Köbrüsselkohl Gratin – Cremiger Genuss für kalte Abende

Wenn der Winter Einzug hält und die Tage kürzer werden, gibt es nichts Gemütlicheres, als sich mit einem herzhaften Rosenkohlgratin zu verwöhnen. Dieses Rezept ist entstanden, als ich nach einer Möglichkeit suchte, die bescheidenen Rosenkohlköpfe in eine cremige, käsige Verführung zu verwandeln. Die Verbindung von warmem, geschmolzenem Käse mit dem erdigen Geschmack des Rosenkohls macht dieses Gericht nicht nur zum perfekten Begleiter bei Familienessen, sondern auch zu einem Highlight auf festlichen Tischen.

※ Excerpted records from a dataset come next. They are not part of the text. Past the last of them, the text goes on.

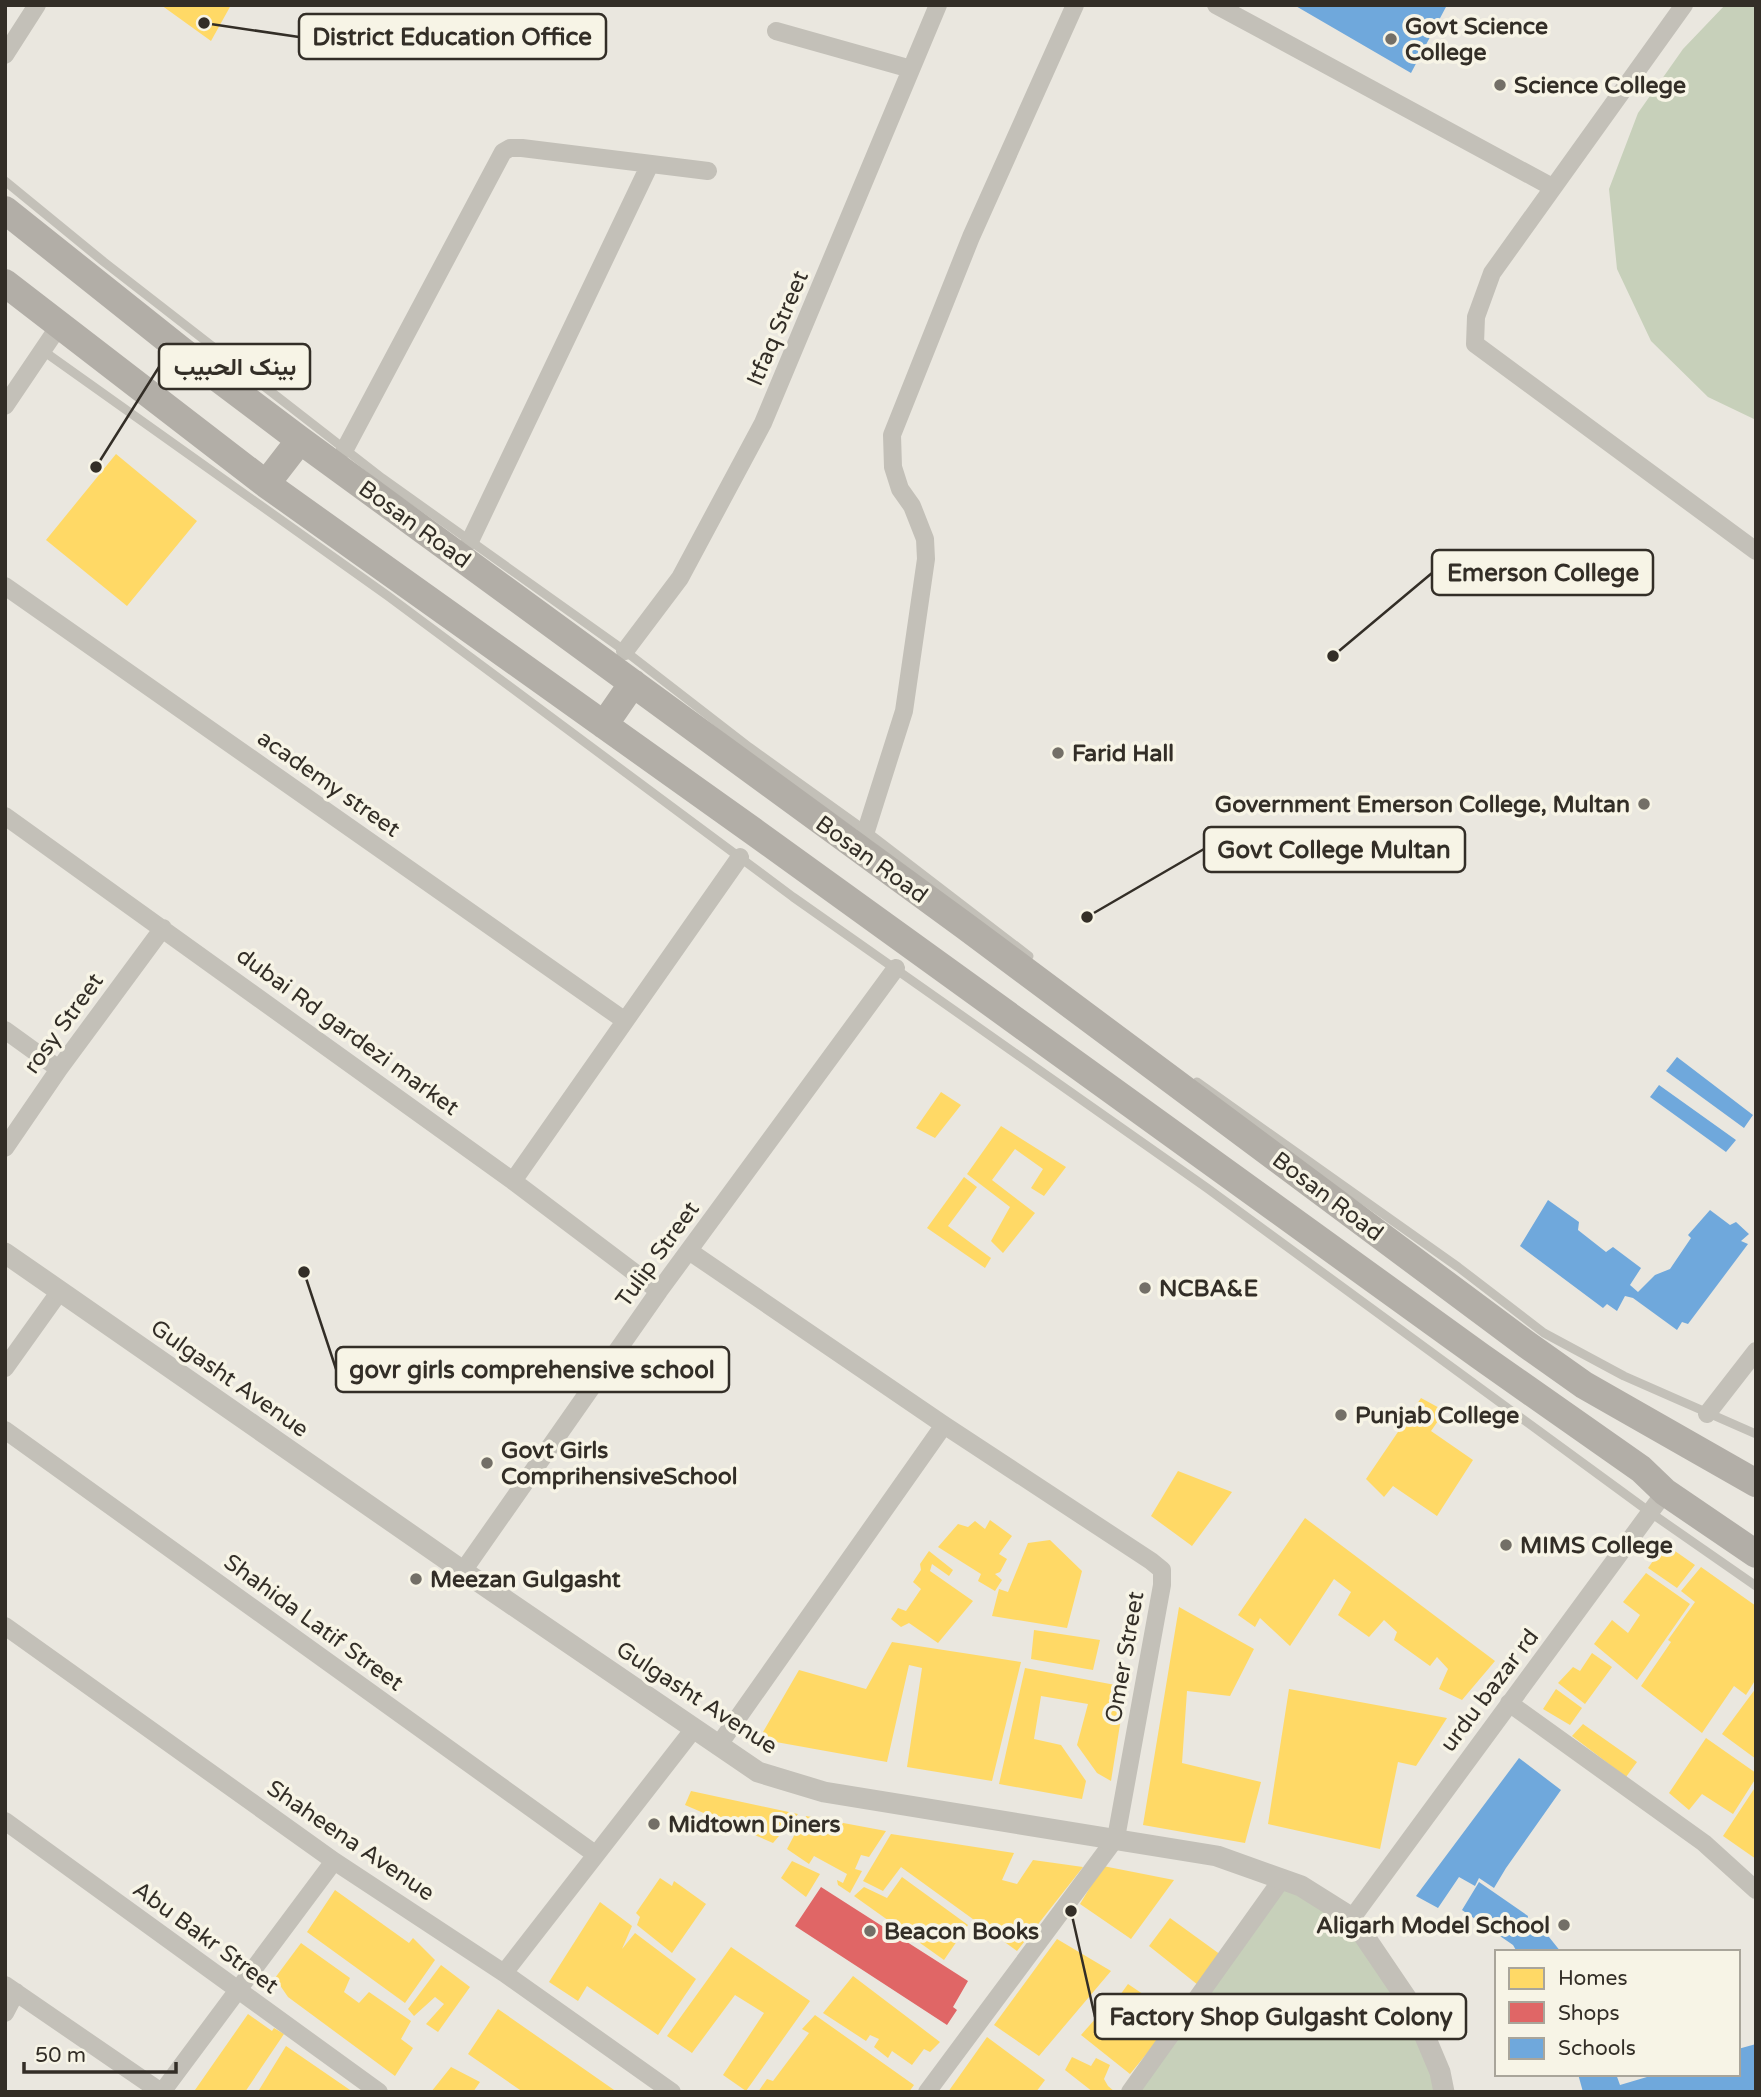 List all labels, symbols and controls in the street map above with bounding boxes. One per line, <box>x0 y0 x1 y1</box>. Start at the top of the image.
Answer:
place label: Govt Science College <box>1405 13 1548 67</box>
callout: District Education Office <box>299 14 606 59</box>
text: District Education Office <box>312 23 592 52</box>
marker: Govt Science College <box>1383 31 1399 47</box>
place label: Science College <box>1514 72 1686 100</box>
marker: Science College <box>1492 77 1508 93</box>
street label: Itfaq Street <box>741 266 815 390</box>
callout: بينک الحبيب <box>159 344 310 389</box>
text: بينک الحبيب <box>174 353 296 382</box>
street label: Bosan Road <box>353 475 476 575</box>
callout: Emerson College <box>1432 550 1653 595</box>
text: Emerson College <box>1447 559 1639 588</box>
street label: academy street <box>252 724 405 844</box>
place label: Farid Hall <box>1072 740 1174 768</box>
marker: Farid Hall <box>1050 745 1066 761</box>
place label: Government Emerson College, Multan <box>1215 791 1630 819</box>
marker: Government Emerson College, Multan <box>1636 796 1652 812</box>
street label: Bosan Road <box>810 810 933 910</box>
callout: Govt College Multan <box>1204 827 1465 872</box>
text: Govt College Multan <box>1217 836 1451 865</box>
street label: dubai Rd gardezi market <box>231 942 464 1122</box>
street label: rosy Street <box>18 968 110 1079</box>
street label: Bosan Road <box>1266 1146 1388 1248</box>
street label: Tulip Street <box>610 1196 706 1313</box>
place label: NCBA&E <box>1159 1275 1258 1303</box>
marker: NCBA&E <box>1137 1280 1153 1296</box>
street label: Gulgasht Avenue <box>145 1314 314 1444</box>
callout: govr girls comprehensive school <box>336 1347 729 1392</box>
text: govr girls comprehensive school <box>349 1356 715 1385</box>
place label: Punjab College <box>1355 1402 1519 1430</box>
marker: Punjab College <box>1333 1407 1349 1423</box>
place label: Govt Girls ComprihensiveSchool <box>501 1437 738 1491</box>
marker: Govt Girls ComprihensiveSchool <box>479 1455 495 1471</box>
place label: MIMS College <box>1520 1532 1673 1560</box>
marker: MIMS College <box>1498 1537 1514 1553</box>
street label: Shahida Latif Street <box>218 1548 409 1697</box>
place label: Meezan Gulgasht <box>430 1566 621 1594</box>
marker: Meezan Gulgasht <box>408 1571 424 1587</box>
street label: Omer Street <box>1100 1589 1150 1725</box>
street label: urdu bazar rd <box>1435 1624 1545 1758</box>
street label: Gulgasht Avenue <box>611 1635 782 1760</box>
street label: Shaheena Avenue <box>261 1774 440 1907</box>
place label: Midtown Diners <box>668 1811 841 1839</box>
marker: Midtown Diners <box>646 1816 662 1832</box>
street label: Abu Bakr Street <box>127 1876 284 2000</box>
place label: Aligarh Model School <box>1316 1912 1550 1940</box>
marker: Aligarh Model School <box>1556 1917 1572 1933</box>
place label: Beacon Books <box>884 1918 1039 1946</box>
marker: Beacon Books <box>862 1923 878 1939</box>
legend <box>1495 1950 1740 2076</box>
text: Homes <box>1558 1966 1628 1991</box>
callout: Factory Shop Gulgasht Colony <box>1095 1994 1466 2039</box>
text: Shops <box>1558 2001 1620 2026</box>
text: Factory Shop Gulgasht Colony <box>1109 2003 1453 2032</box>
scale bar <box>24 2030 177 2074</box>
text: Schools <box>1558 2036 1636 2061</box>
text: 50 m <box>35 2043 86 2068</box> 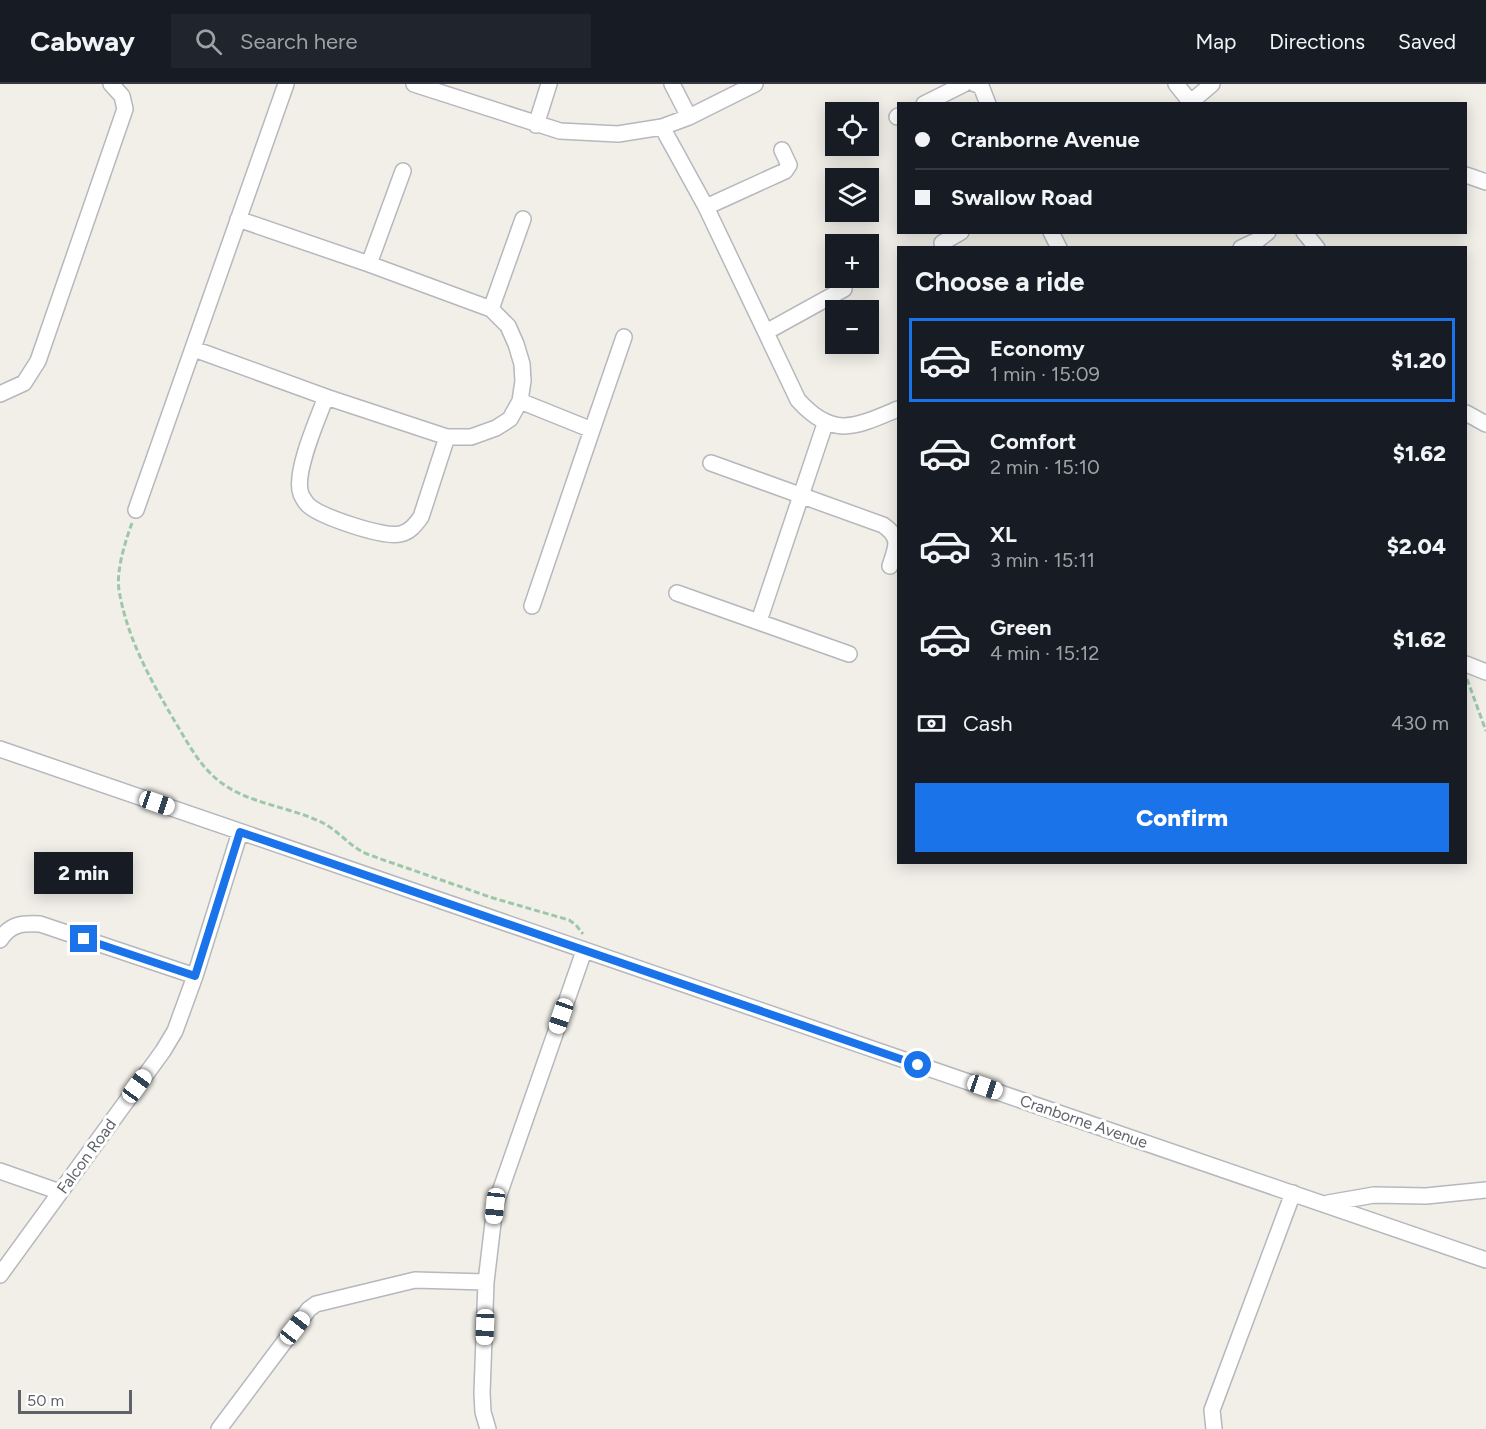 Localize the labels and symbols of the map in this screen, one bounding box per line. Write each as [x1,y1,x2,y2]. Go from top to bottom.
car [137,789,177,817]
callout: 2 min [34,852,134,894]
route end [70,925,97,952]
car [547,996,575,1036]
route start [904,1051,931,1078]
car [119,1066,155,1106]
car [965,1073,1005,1101]
street label: Cranborne Avenue [1017,1091,1150,1152]
street label: Falcon Road [53,1115,120,1197]
car [484,1187,506,1225]
car [277,1308,313,1348]
car [475,1309,495,1345]
scale bar [18,1387,132,1414] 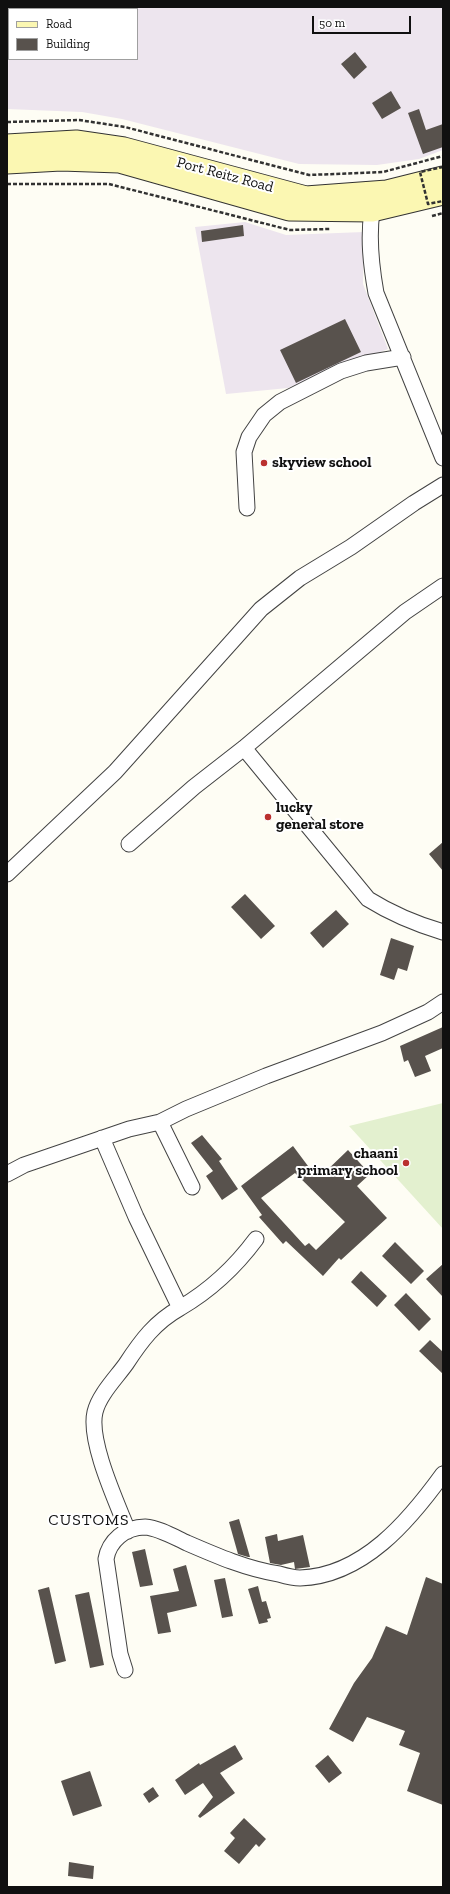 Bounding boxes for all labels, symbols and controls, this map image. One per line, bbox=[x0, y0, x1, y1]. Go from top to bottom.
legend bbox=[8, 8, 138, 60]
scale bar bbox=[314, 8, 413, 34]
text: 50 m bbox=[319, 16, 345, 30]
text: Road bbox=[46, 17, 72, 31]
text: Building bbox=[46, 37, 90, 51]
street label: Port Reitz Road bbox=[174, 153, 276, 197]
place label: skyview school bbox=[272, 454, 371, 472]
marker: skyview school bbox=[259, 458, 269, 468]
place label: lucky general store bbox=[276, 799, 364, 834]
marker: lucky general store bbox=[263, 812, 273, 822]
place label: chaani primary school bbox=[298, 1145, 398, 1180]
marker: chaani primary school bbox=[401, 1158, 411, 1168]
district label: CUSTOMS bbox=[48, 1510, 130, 1530]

Mit seiner einfachen Zubereitung und den vielen Variationen – ob glutenfrei, vegetarisch oder sogar mit einer Prise Bacon – bietet dieser Gratin für jeden Geschmack das Richtige. Außerdem lässt er sich im Voraus zubereiten, was ihn zum idealen Gericht für stressige Tage macht. Lass uns gemeinsam diese köstliche Kreation zubereiten und die Winterabende wärmer und schmackhafter gestalten!

Köbrüsselkohl Gratin

Warum ist Rosenkohlgratin so beliebt?

Herzhaft und Komfortabel: Dieser Rosenkohlgratin vereint die herzhaften Aromen von geschmolzenem Käse und erdigem Rosenkohl in einem cremigen Gericht. Einfach zuzubereiten: Mit nur wenigen Zutaten ist die Zubereitung ein Kinderspiel. Vielseitige Variationen: Ob glutenfrei oder vegetarisch, jeder findet hier eine passende Variante. Perfekt zum Vorbereiten: Du kannst ihn problemlos im Voraus zubereiten und beim Servieren einfach aufwärmen. Crowd-Pleaser: Ideal für Familienessen oder festliche Anlässe, dieser Gratinschmaus wird sicher alle begeistern!

Rosenkohlgratin Zutaten

Für das Gratin:
Rosenkohl – sorgt für den herzhaften, erdigen Geschmack und sollte frisch und grün sein.
Meersalz – hebt den Geschmack des Rosenkohls beim Blanchieren.
Butter – sorgt dafür, dass die Backform nicht klebt und verleiht dem Gratin eine cremige Textur.
Gouda-Käse – bringt eine nussige Note und eine cremige Konsistenz ins Gericht; Cheddar oder Gruyère sind ebenfalls gute Alternativen.
Schlagsahne – macht die Sauce besonders reichhaltig; für eine leichtere Variante kann halb und halb verwendet werden.
Zwiebel – fügt eine süße und aromatische Note hinzu; kann auch durch Schalotten ersetzt werden, um den Geschmack abzumildern.
Weizenmehl – verdickt die Sauce; für glutenfreies Kochen kann eine Mischung aus Maisstärke und gemahlenen Mandeln genutzt werden.
Ei – dient als Bindemittel für das Gratin; Flachsmehl ist eine vegane Alternative.
Muskat – frisch gerieben verleiht Tiefe und Wärme.
Pfeffer – frisch gemahlen sorgt für das gewisse Extra an Würze.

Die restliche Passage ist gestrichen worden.